Junto al porche crecía un árbol nudoso. Hacía años que el tronco se había dividido en varias ramas y tenía una mancha lo bastante grande como para estar de pie.

Bajo el canalón había un barril de lluvia, fresco y profundo, con olor a tormenta.

A la luz del amanecer, me desperté con el canto de la paloma de luto y el silbido de trenes lejanos. La textura de la cama me recordaba que estaba a salvo. 

Mi abuela tenía platos de porcelana azul y blanca y cuchillos con mango de madera. Recuerdo que la ayudaba a fregar los platos con un paño de cocina que olía tan suave y crujiente como las sábanas y el edredón de la cama donde había dormido.

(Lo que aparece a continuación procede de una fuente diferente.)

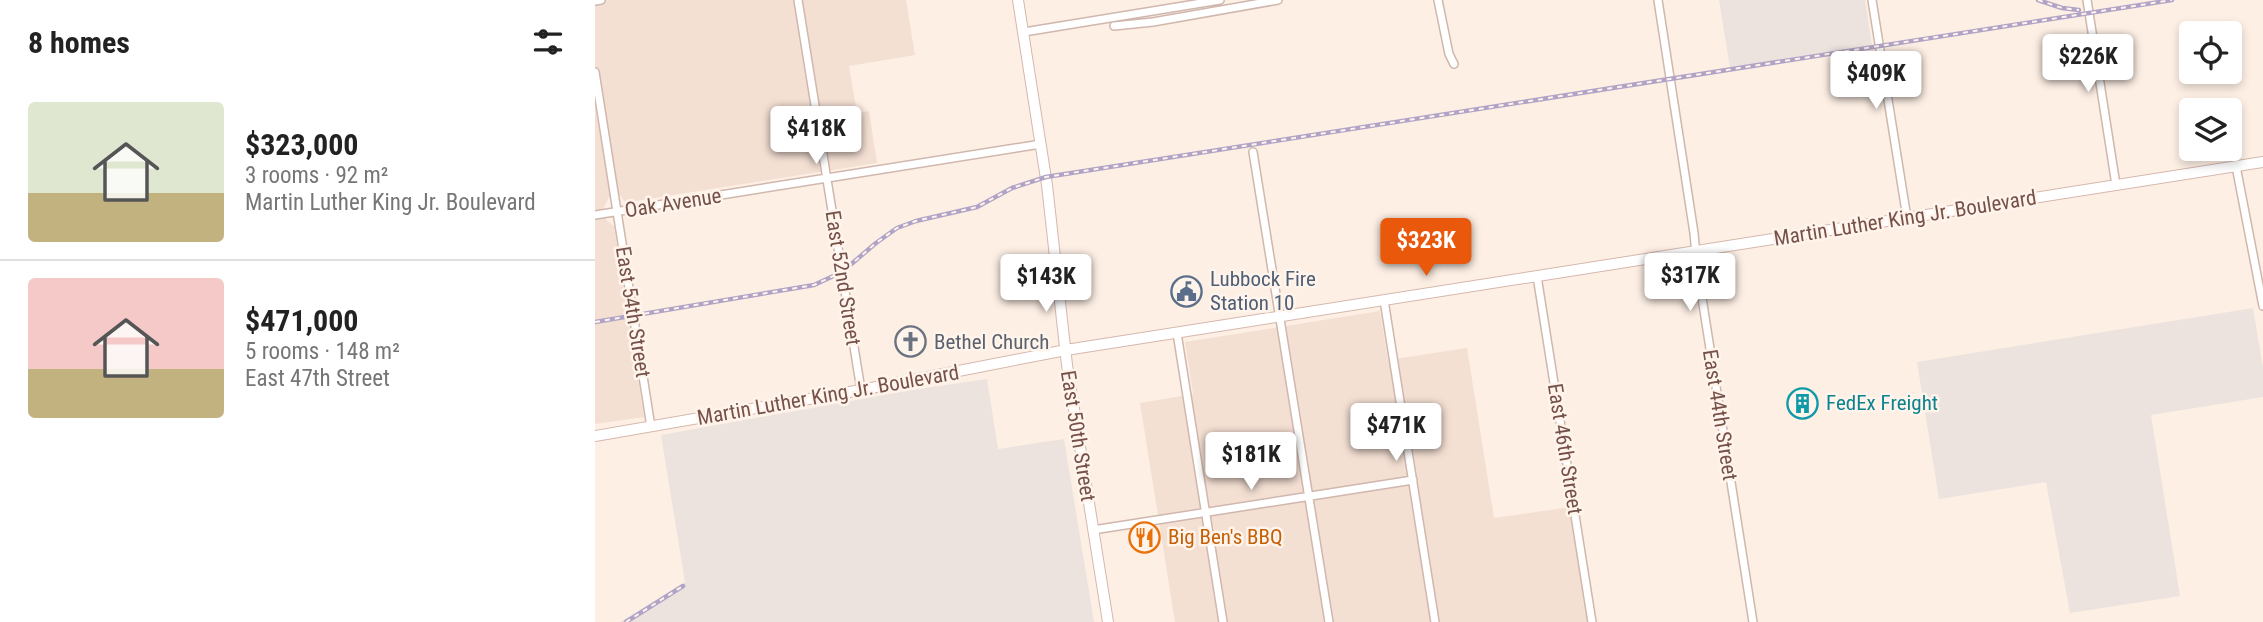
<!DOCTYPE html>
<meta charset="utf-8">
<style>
body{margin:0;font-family:"Roboto Condensed",sans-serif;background:#f2f2f2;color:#222;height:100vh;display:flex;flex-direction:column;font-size:26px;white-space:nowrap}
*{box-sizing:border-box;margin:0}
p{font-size:23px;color:#767676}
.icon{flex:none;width:38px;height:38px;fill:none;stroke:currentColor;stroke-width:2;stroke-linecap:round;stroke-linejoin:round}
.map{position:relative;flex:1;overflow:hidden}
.sheet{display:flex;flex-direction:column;background:#fff;width:595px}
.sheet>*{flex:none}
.fabs{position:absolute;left:1584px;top:21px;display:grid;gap:14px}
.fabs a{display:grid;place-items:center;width:63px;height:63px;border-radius:7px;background:#fff;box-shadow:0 4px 10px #0003;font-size:35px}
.price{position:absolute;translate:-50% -60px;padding:0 16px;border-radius:7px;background:#fff;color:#222;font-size:23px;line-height:46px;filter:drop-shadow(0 2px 4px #0008)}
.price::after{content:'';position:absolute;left:50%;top:42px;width:21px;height:16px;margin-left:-10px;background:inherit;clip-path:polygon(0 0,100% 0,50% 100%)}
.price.current{background:#ea580c;color:#fff}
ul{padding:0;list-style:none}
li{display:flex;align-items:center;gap:21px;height:175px;padding:0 28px}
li+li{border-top:2px solid #e0e0e0}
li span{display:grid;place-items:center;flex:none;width:196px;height:140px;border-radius:7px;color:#555}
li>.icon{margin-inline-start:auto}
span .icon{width:84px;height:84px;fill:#fffc;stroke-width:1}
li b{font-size:30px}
h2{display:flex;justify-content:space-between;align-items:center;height:84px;padding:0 28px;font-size:30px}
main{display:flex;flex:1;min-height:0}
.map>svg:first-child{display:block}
</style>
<main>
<section class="sheet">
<h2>8 homes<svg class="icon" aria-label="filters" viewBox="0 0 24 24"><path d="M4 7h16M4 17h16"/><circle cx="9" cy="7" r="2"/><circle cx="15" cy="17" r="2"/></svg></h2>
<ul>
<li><span style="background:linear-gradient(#dfe7d0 65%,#c2b280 0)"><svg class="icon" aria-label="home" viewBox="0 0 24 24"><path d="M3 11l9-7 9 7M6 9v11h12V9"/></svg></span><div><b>$323,000</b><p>3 rooms · 92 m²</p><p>Martin Luther King Jr. Boulevard</p></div></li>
<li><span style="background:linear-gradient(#f6c9c9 65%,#c2b280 0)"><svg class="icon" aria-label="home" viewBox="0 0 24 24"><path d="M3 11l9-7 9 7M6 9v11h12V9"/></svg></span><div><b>$471,000</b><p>5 rooms · 148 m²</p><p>East 47th Street</p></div></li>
</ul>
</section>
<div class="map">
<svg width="1668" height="622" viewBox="0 0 1668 622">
<rect width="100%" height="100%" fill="#fdefe4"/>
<path fill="#f4dfd3" d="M0,0H311L320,55L254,66L262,113L274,111L282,163L34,202H30L25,195L14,197L9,207L11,220L19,226L49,417L0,424Z
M785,311L793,360L872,348L899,518L976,507L993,622H580L545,403L598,394L590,342Z"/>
<path fill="#ece3df" d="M1124,0H1270L1277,46L1135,68Z
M1658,308L1668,368V397L1556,415L1585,596L1475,613L1451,482L1344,499L1322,362Z
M392,379L403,449L469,439L499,622H25L90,582L66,435L317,390Z"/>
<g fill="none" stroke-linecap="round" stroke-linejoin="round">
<defs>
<path id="minor" d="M203,0L266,390
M843,0L854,54L859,64
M1063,0L1099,233L1102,266L1158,622
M1277,0L1312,218
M1492,0L1521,185
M0,1L6,0
M519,26L558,22L683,0
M429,32L625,0
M0,72L56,427
M658,152L734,622
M1641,166L1668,306
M0,215L446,144
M942,276L997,622
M789,300L840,622
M582,333L628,622
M498,530L818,480"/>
<path id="secondary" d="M423,0L452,185L472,365L513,622
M0,436L266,390L471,350L1668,162"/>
</defs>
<use href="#minor" stroke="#d0b7ad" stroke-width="10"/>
<use href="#secondary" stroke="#d6b7ad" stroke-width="12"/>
<use href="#minor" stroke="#fff" stroke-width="7"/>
<use href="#secondary" stroke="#fff" stroke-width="10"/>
<defs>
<path id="rail" d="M1443,0L1467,8L1484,10
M0,322L219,285L247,272L281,243L302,228L321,221L382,207L417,188L451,177L1577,0
M31,622L88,586"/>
</defs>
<use href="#rail" stroke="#b0a3c6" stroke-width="4.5"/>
<use href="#rail" stroke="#fff4eb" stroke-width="2" stroke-dasharray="5" stroke-linecap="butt"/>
</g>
<defs>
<symbol id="civic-ring" viewBox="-11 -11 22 22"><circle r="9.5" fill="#fff4eb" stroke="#5c6f8a" stroke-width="1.5"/><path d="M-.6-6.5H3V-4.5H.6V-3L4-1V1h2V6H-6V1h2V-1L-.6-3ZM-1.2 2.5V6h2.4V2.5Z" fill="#5c6f8a"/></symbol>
<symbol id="church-ring" viewBox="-11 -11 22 22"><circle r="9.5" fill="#fff4eb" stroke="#6b7280" stroke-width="1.5"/><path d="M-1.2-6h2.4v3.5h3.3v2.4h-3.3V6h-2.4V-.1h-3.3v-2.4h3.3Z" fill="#6b7280"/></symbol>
<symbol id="building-ring" viewBox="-11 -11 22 22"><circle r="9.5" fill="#fff4eb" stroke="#0f9aa8" stroke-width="1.5"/><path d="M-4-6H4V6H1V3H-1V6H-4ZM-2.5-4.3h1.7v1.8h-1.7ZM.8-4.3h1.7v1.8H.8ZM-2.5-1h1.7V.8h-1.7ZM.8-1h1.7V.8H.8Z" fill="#0f9aa8"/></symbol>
<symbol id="restaurant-ring" viewBox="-11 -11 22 22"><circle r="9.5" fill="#fff4eb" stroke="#e8710a" stroke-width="1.5"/><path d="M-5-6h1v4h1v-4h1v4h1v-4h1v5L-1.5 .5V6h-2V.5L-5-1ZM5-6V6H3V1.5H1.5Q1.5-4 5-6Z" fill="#e8710a"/></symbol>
</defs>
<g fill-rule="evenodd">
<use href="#civic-ring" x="574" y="274" width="35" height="35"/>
<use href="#church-ring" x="298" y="324" width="35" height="35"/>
<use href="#building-ring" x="1190" y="386" width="35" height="35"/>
<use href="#restaurant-ring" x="532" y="520" width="35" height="35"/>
</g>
<g text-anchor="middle" stroke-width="5" stroke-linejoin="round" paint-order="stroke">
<g font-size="21" fill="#765149" stroke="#fff4eb">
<text transform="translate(78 203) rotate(-9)" y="7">Oak Avenue</text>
<text transform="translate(1310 218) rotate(-9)" y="7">Martin Luther King Jr. Boulevard</text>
<text transform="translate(248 278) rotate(81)" y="7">East 52nd Street</text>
<text transform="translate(38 312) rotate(81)" y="7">East 54th Street</text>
<text transform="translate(233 395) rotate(-10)" y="7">Martin Luther King Jr. Boulevard</text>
<text transform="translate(1125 415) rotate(81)" y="7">East 44th Street</text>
<text transform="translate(483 436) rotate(81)" y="7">East 50th Street</text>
<text transform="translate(970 449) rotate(81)" y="7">East 46th Street</text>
</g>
<g font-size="21" fill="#4e5e75" stroke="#fff4eb" text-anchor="start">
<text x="615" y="286">Lubbock Fire<tspan x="615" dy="24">Station 10</tspan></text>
</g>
<g font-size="21" fill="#5b616d" stroke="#fff4eb" text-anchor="start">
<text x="339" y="349">Bethel Church</text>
</g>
<g font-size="21" fill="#0d838f" stroke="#fff4eb" text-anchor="start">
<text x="1231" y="410">FedEx Freight</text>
</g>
<g font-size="21" fill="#c56008" stroke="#fff4eb" text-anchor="start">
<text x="573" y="544">Big Ben's BBQ</text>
</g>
</g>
</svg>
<div class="fabs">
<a><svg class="icon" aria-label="locate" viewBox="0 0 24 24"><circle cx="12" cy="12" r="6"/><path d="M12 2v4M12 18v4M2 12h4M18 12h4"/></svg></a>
<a><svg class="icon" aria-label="layers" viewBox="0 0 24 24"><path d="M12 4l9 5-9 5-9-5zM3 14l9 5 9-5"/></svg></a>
</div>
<b class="price" style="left:1493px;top:94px">$226K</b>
<b class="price" style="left:1281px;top:111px">$409K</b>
<b class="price" style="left:221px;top:166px">$418K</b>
<b class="price current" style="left:831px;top:278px">$323K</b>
<b class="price" style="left:1095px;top:313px">$317K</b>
<b class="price" style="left:451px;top:314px">$143K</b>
<b class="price" style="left:801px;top:463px">$471K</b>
<b class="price" style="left:656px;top:492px">$181K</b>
</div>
</main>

Había tantos lugares para esconderse y leer libros en casa de la abuela. El espacio con olor a polvo entre la cama y las paredes blancas con textura de guijarros. Recuerdo la sensación casi de goma al pasar la mano por esa textura. A veces había arañas, lentas, de patas largas y color canela. No me molestaba su presencia cuando estábamos solos. 

Me gustaría poder darle las gracias a mi abuela por el espacio que ha creado. 

Me encantaba regar sus flores. Sumergir la regadera de plástico moldeado en las profundidades del barril de lluvia y circunnavegar la casa, con los brazos secándose al sol.

"¡Mis pobres flores!" Todavía la oigo decir, después de una de mis excursiones más entusiastas. Sin embargo, nunca quiso que me sintiera mal por ayudar, así que más de una vez empapé demasiado sus flores. 

A veces desearía volver a visitar esa casa. Más allá del arbusto de lilas, más allá del árbol. A través de la puerta marrón hacia las habitaciones que para siempre en mi memoria me recordarán el lugar donde aprendí a amar la lectura por mí misma. La seguridad de los cuentos nació de aquí.